* TASK *
Examine each line in the records below for the word "Service". Report how many lines contain it, and nothing else.
---- RECORDS TO PROCESS
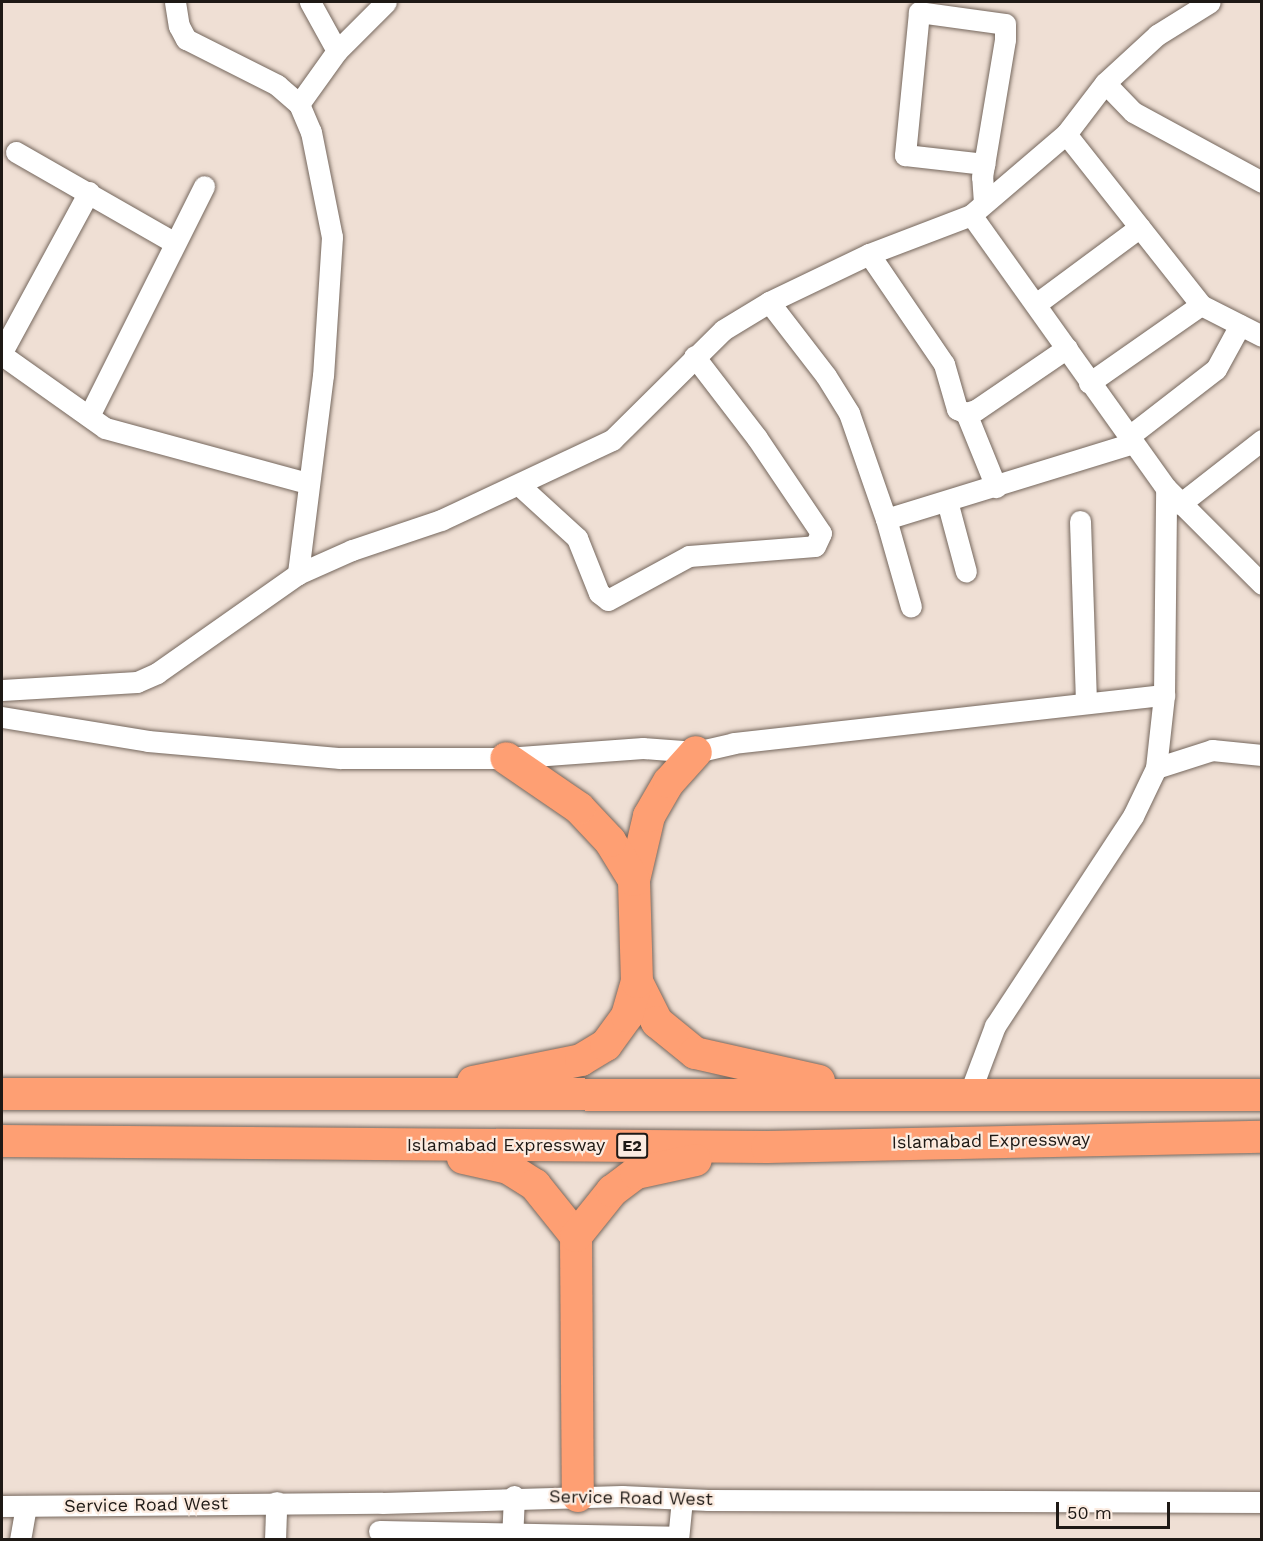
<!DOCTYPE html>
<style>
body{margin:0}
#map{position:relative;width:1263px;height:1541px;overflow:hidden;background:#efdfd4;font-family:"Work Sans",sans-serif}
div>[style]{position:absolute}
.roads{filter:drop-shadow(0 0 2px #75675d) drop-shadow(0 0 2px #75675d)}
.minor>*{height:21px;margin:-10.5px;padding:0 10.5px;transform-origin:10.5px;border-radius:10.5px;background:#fff}
.highway>*{height:32px;margin:-16px;padding:0 16px;transform-origin:16px;border-radius:16px;background:#fe9f73}
span{translate:-50% -50%;white-space:nowrap;text-align:center;line-height:1.15;-webkit-text-stroke:4.5px #fcece1;paint-order:stroke}
.shield-label span{padding:2px 4px;background:#fcece1;border:2px solid;border-radius:4px;-webkit-text-stroke-width:0}
.shield-label{font-size:16px;color:#1e1915;font-weight:700}
.street-label{font-size:18px;color:#1e1915}
.frame{position:absolute;inset:0;border:3px solid #1e1915;pointer-events:none}
.scale{position:absolute;left:1056px;top:1502px;width:114px;height:27px;box-sizing:border-box;border:3px solid #1e1915;border-top:0;padding-left:8px;font-size:18px;line-height:21px;white-space:nowrap;color:#1e1915;-webkit-text-stroke:4px #fcece1;paint-order:stroke}
</style>
<div id="map">
<div class="roads">
<div class="minor">
<i style="left:175px;top:2px;width:24px;rotate:81deg"></i>
<i style="left:179px;top:26px;width:15px;rotate:62deg"></i>
<i style="left:186px;top:39px;width:102px;rotate:26.8deg"></i>
<i style="left:277px;top:85px;width:29px;rotate:41deg"></i>
<i style="left:299px;top:104px;width:30px;rotate:67deg"></i>
<i style="left:311px;top:132px;width:107px;rotate:78.7deg"></i>
<i style="left:332px;top:237px;width:138px;rotate:93.7deg"></i>
<i style="left:323px;top:375px;width:201px;rotate:97.2deg"></i>
<i style="left:310px;top:2px;width:56px;rotate:61.1deg"></i>
<i style="left:1105px;top:83px;width:40px;rotate:46deg"></i>
<i style="left:1133px;top:112px;width:147px;rotate:28.5deg"></i>
<i style="left:299px;top:104px;width:65px;rotate:-54.4deg"></i>
<i style="left:337px;top:51px;width:69px;rotate:-45deg"></i>
<i style="left:1066px;top:134px;width:218px;rotate:51.7deg"></i>
<i style="left:1201px;top:305px;width:68px;rotate:26.9deg"></i>
<i style="left:16px;top:152px;width:183px;rotate:29.8deg"></i>
<i style="left:984px;top:203px;width:26px;rotate:-94deg"></i>
<i style="left:982px;top:177px;width:140px;rotate:-80.5deg"></i>
<i style="left:1005px;top:39px;width:15px;rotate:-90deg"></i>
<i style="left:1005px;top:24px;width:87px;rotate:-172.1deg"></i>
<i style="left:919px;top:12px;width:144px;rotate:95.6deg"></i>
<i style="left:905px;top:155px;width:80px;rotate:6.5deg"></i>
<i style="left:869px;top:254px;width:133px;rotate:55.7deg"></i>
<i style="left:944px;top:364px;width:47px;rotate:73.9deg"></i>
<i style="left:957px;top:409px;width:10px;rotate:24deg"></i>
<i style="left:966px;top:413px;width:10px;rotate:-17deg"></i>
<i style="left:976px;top:410px;width:110px;rotate:-34.3deg"></i>
<i style="left:769px;top:302px;width:93px;rotate:52.4deg"></i>
<i style="left:826px;top:376px;width:44px;rotate:58.1deg"></i>
<i style="left:849px;top:413px;width:112px;rotate:70.8deg"></i>
<i style="left:886px;top:519px;width:91px;rotate:74.1deg"></i>
<i style="left:1036px;top:304px;width:129px;rotate:-36.5deg"></i>
<i style="left:2px;top:352px;width:182px;rotate:-61.5deg"></i>
<i style="left:2px;top:355px;width:126px;rotate:35.3deg"></i>
<i style="left:105px;top:428px;width:210px;rotate:15.2deg"></i>
<i style="left:1089px;top:383px;width:136px;rotate:-34.9deg"></i>
<i style="left:966px;top:413px;width:80px;rotate:67.9deg"></i>
<i style="left:89px;top:416px;width:257px;rotate:-63.4deg"></i>
<i style="left:1128px;top:437px;width:111px;rotate:-37.7deg"></i>
<i style="left:1216px;top:369px;width:50px;rotate:-61.4deg"></i>
<i style="left:519px;top:485px;width:79px;rotate:42.4deg"></i>
<i style="left:577px;top:538px;width:59px;rotate:68.2deg"></i>
<i style="left:599px;top:593px;width:11px;rotate:38deg"></i>
<i style="left:608px;top:600px;width:92px;rotate:-28.5deg"></i>
<i style="left:689px;top:556px;width:126px;rotate:-4.5deg"></i>
<i style="left:815px;top:546px;width:14px;rotate:-65deg"></i>
<i style="left:821px;top:533px;width:115px;rotate:-124deg"></i>
<i style="left:757px;top:438px;width:103px;rotate:-127.5deg"></i>
<i style="left:1166px;top:488px;width:136px;rotate:45deg"></i>
<i style="left:947px;top:501px;width:73px;rotate:75deg"></i>
<i style="left:1180px;top:504px;width:104px;rotate:-38deg"></i>
<i style="left:886px;top:519px;width:258px;rotate:-17.1deg"></i>
<i style="left:1080px;top:521px;width:182px;rotate:88.1deg"></i>
<i style="left:2px;top:690px;width:135px;rotate:-3.4deg"></i>
<i style="left:137px;top:682px;width:22px;rotate:-24deg"></i>
<i style="left:157px;top:673px;width:172px;rotate:-35.1deg"></i>
<i style="left:298px;top:574px;width:59px;rotate:-24deg"></i>
<i style="left:352px;top:550px;width:94px;rotate:-18.6deg"></i>
<i style="left:441px;top:520px;width:189px;rotate:-25.1deg"></i>
<i style="left:612px;top:440px;width:156px;rotate:-44.7deg"></i>
<i style="left:723px;top:330px;width:54px;rotate:-31.3deg"></i>
<i style="left:769px;top:302px;width:111px;rotate:-25.6deg"></i>
<i style="left:869px;top:254px;width:109px;rotate:-20.9deg"></i>
<i style="left:971px;top:215px;width:125px;rotate:-40.5deg"></i>
<i style="left:1066px;top:134px;width:64px;rotate:-52.6deg"></i>
<i style="left:1105px;top:83px;width:71px;rotate:-42.7deg"></i>
<i style="left:1157px;top:35px;width:62px;rotate:-31.9deg"></i>
<i style="left:2px;top:717px;width:148px;rotate:9.3deg"></i>
<i style="left:148px;top:741px;width:193px;rotate:5.1deg"></i>
<i style="left:340px;top:758px;width:166px"></i>
<i style="left:506px;top:758px;width:137px;rotate:-4.2deg"></i>
<i style="left:643px;top:748px;width:53px;rotate:4.3deg"></i>
<i style="left:696px;top:752px;width:39px;rotate:-13deg"></i>
<i style="left:734px;top:743px;width:433px;rotate:-6.4deg"></i>
<i style="left:1156px;top:768px;width:59px;rotate:-17.8deg"></i>
<i style="left:1212px;top:750px;width:50px;rotate:5.7deg"></i>
<i style="left:969px;top:1095px;width:74px;rotate:-69.4deg"></i>
<i style="left:995px;top:1026px;width:251px;rotate:-56.7deg"></i>
<i style="left:1133px;top:816px;width:53px;rotate:-64.4deg"></i>
<i style="left:1156px;top:768px;width:73px;rotate:-83.7deg"></i>
<i style="left:1164px;top:695px;width:207px;rotate:-89.4deg"></i>
<i style="left:1166px;top:488px;width:335px;rotate:-125.5deg"></i>
<i style="left:2px;top:1506px;width:380px;rotate:-0.5deg"></i>
<i style="left:382px;top:1503px;width:240px;rotate:-1.7deg"></i>
<i style="left:622px;top:1496px;width:86px;rotate:2.7deg"></i>
<i style="left:708px;top:1500px;width:554px;rotate:0.21deg"></i>
<i style="left:379px;top:1531px;width:299px;rotate:1.1deg"></i>
<i style="left:20px;top:1540px;width:34px;rotate:-80deg"></i>
<i style="left:275px;top:1540px;width:38px;rotate:-88deg"></i>
<i style="left:512px;top:1540px;width:44px;rotate:-87.4deg"></i>
<i style="left:678px;top:1540px;width:41px;rotate:-84.4deg"></i>
</div>
<div class="highway">
<i style="left:634px;top:880px;width:66px;rotate:-76.8deg"></i>
<i style="left:649px;top:816px;width:39px;rotate:-60deg"></i>
<i style="left:669px;top:782px;width:40px;rotate:-48deg"></i>
<i style="left:637px;top:982px;width:45px;rotate:63.4deg"></i>
<i style="left:657px;top:1022px;width:49px;rotate:39.2deg"></i>
<i style="left:695px;top:1053px;width:127px;rotate:12.7deg"></i>
<i style="left:473px;top:1082px;width:110px;rotate:-11.5deg"></i>
<i style="left:581px;top:1060px;width:29px;rotate:-31deg"></i>
<i style="left:606px;top:1045px;width:36px;rotate:-54deg"></i>
<i style="left:627px;top:1016px;width:35px;rotate:-74deg"></i>
<i style="left:637px;top:982px;width:102px;rotate:-91.7deg"></i>
<i style="left:634px;top:880px;width:46px;rotate:-121.6deg"></i>
<i style="left:610px;top:841px;width:45px;rotate:-133.2deg"></i>
<i style="left:579px;top:808px;width:88px;rotate:-145.6deg"></i>
<i style="left:2px;top:1094px;width:1260px;rotate:0.05deg"></i>
<i style="left:2px;top:1141px;width:765px;rotate:0.45deg"></i>
<i style="left:767px;top:1147px;width:495px;rotate:-1.2deg"></i>
<i style="left:463px;top:1158px;width:46px;rotate:12.5deg"></i>
<i style="left:508px;top:1168px;width:32px;rotate:32deg"></i>
<i style="left:535px;top:1185px;width:65px;rotate:51.2deg"></i>
<i style="left:576px;top:1236px;width:260px;rotate:89.6deg"></i>
<i style="left:576px;top:1236px;width:58px;rotate:-51.3deg"></i>
<i style="left:612px;top:1191px;width:30px;rotate:-37deg"></i>
<i style="left:636px;top:1173px;width:61px;rotate:-12.2deg"></i>
</div>
</div>
<div class="shield-label">
<span style="left:632px;top:1146px">E2</span>
</div>
<div class="street-label">
<span style="left:991px;top:1141px;rotate:-1deg">Islamabad Expressway</span>
<span style="left:506px;top:1145px">Islamabad Expressway</span>
<span style="left:631px;top:1498px;rotate:1deg">Service Road West</span>
<span style="left:146px;top:1505px;rotate:-1deg">Service Road West</span>
</div>
<div class="frame"></div>
<div class="scale">50 m</div>
</div>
--------
* SOLVED EXERCISE *
2